_PROBLEM TO SOLVE_:
The records are to be copied word for word, and the pictures dropped.

──────── DATA FOR THE TASK ────────

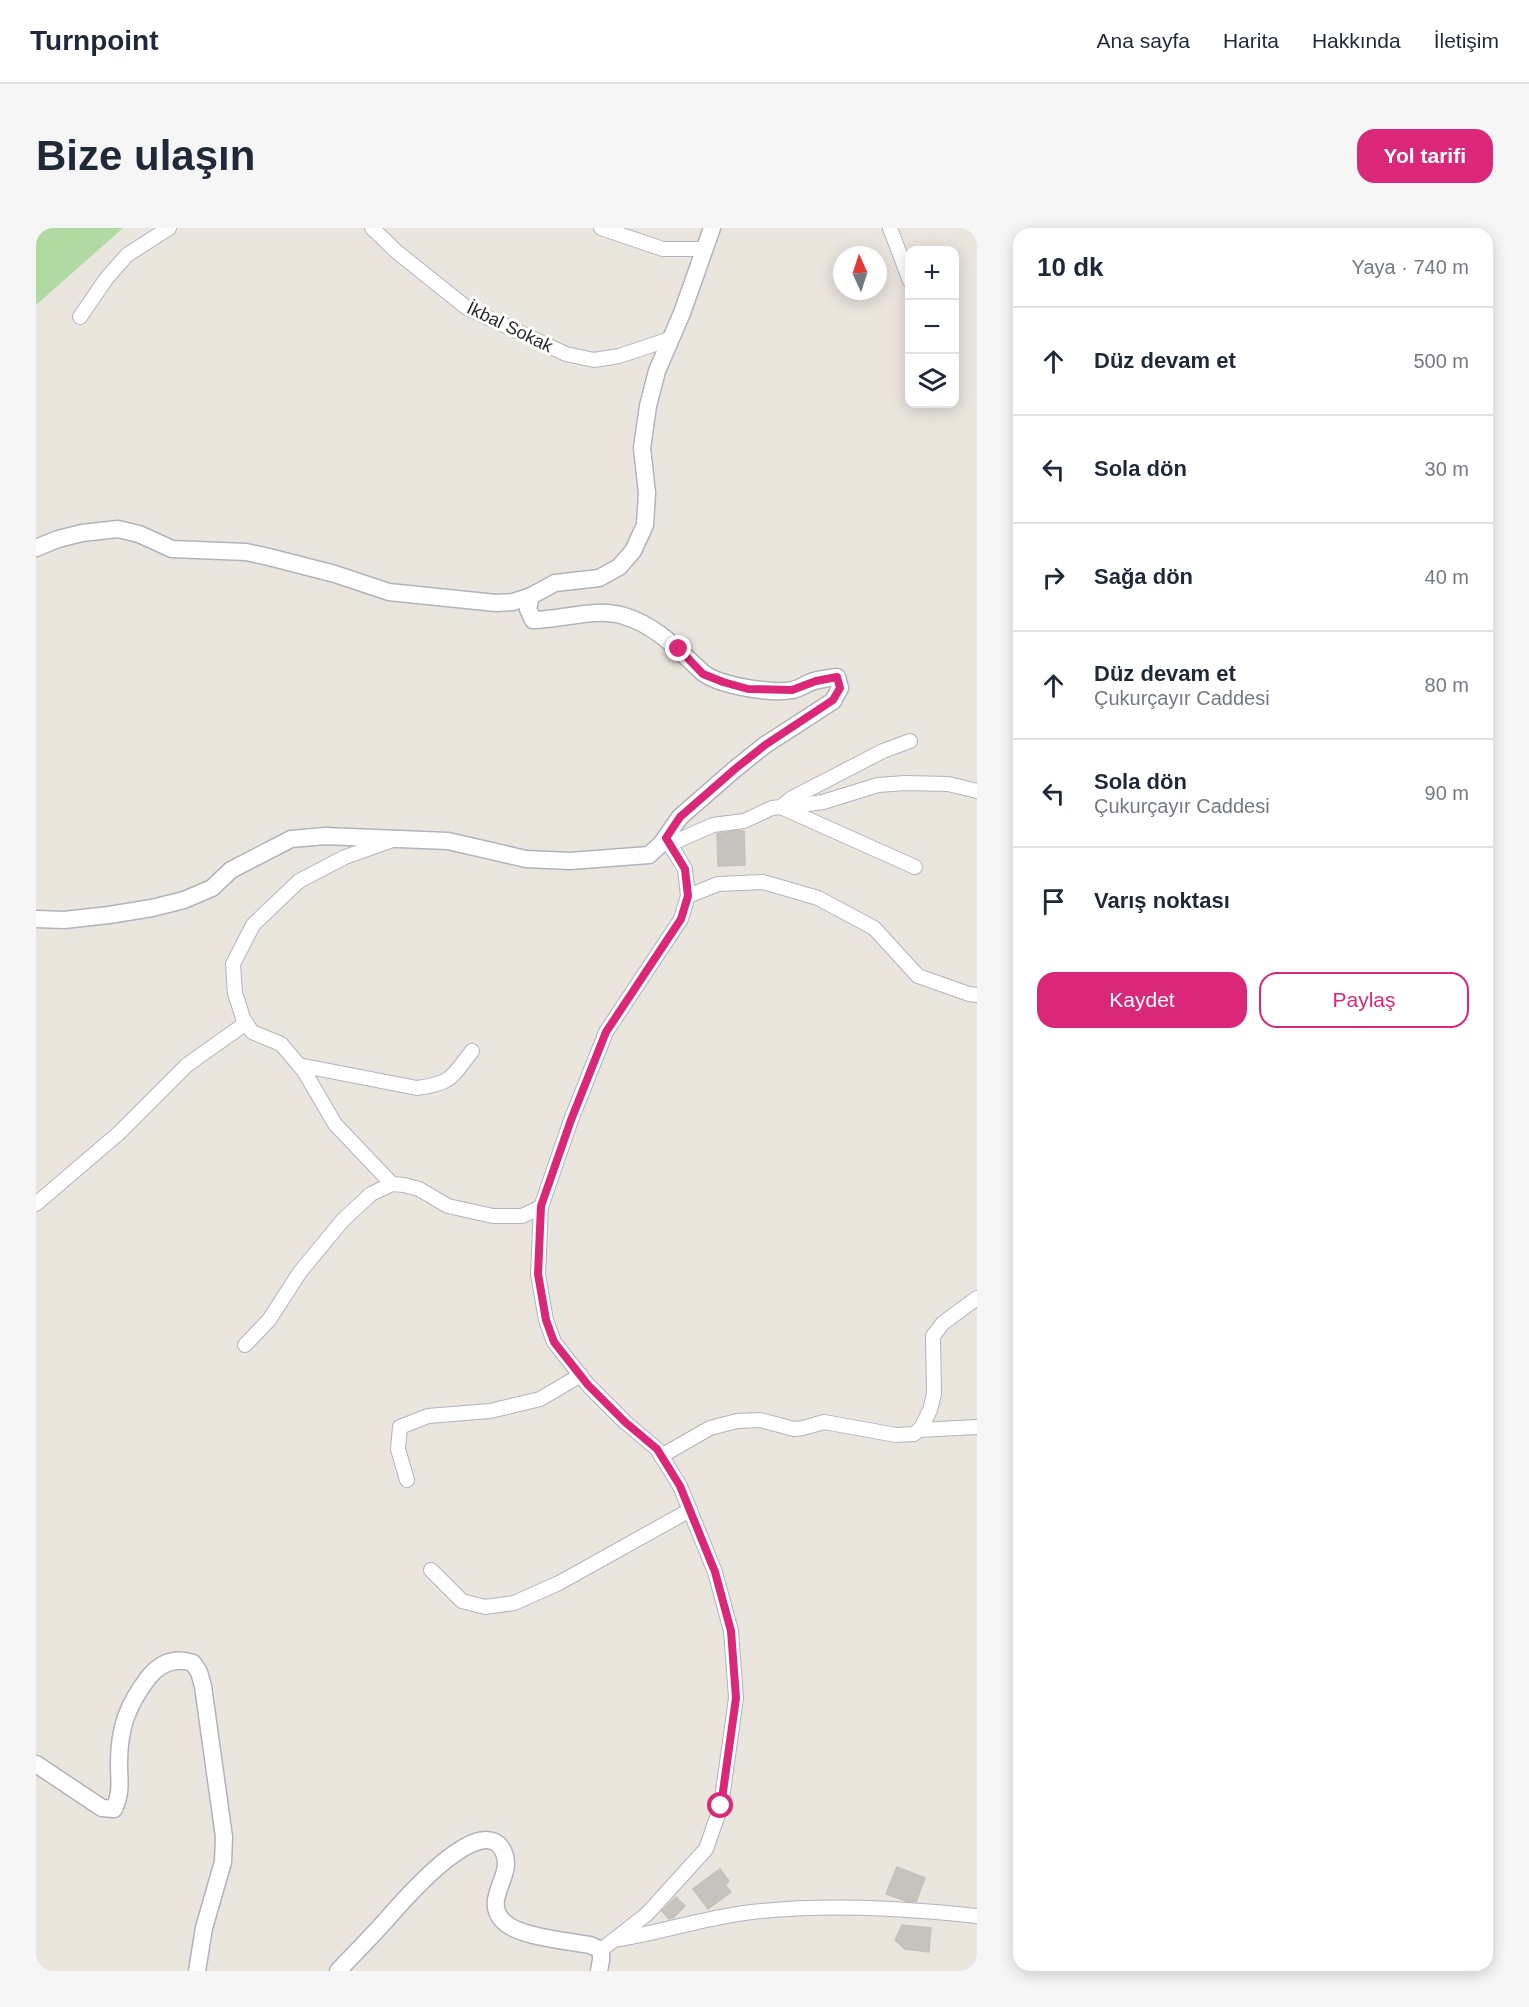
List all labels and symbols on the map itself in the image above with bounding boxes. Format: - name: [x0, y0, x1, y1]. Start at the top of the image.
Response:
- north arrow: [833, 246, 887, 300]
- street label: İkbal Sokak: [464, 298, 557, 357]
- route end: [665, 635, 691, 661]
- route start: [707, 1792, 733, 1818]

────────

_FINISHED EXERCISE_:
List all labels and symbols on the map itself in the image above with bounding boxes. Format: - name: [x0, y0, x1, y1]. Start at the top of the image.
Response:
- north arrow: [833, 246, 887, 300]
- street label: İkbal Sokak: [464, 298, 557, 357]
- route end: [665, 635, 691, 661]
- route start: [707, 1792, 733, 1818]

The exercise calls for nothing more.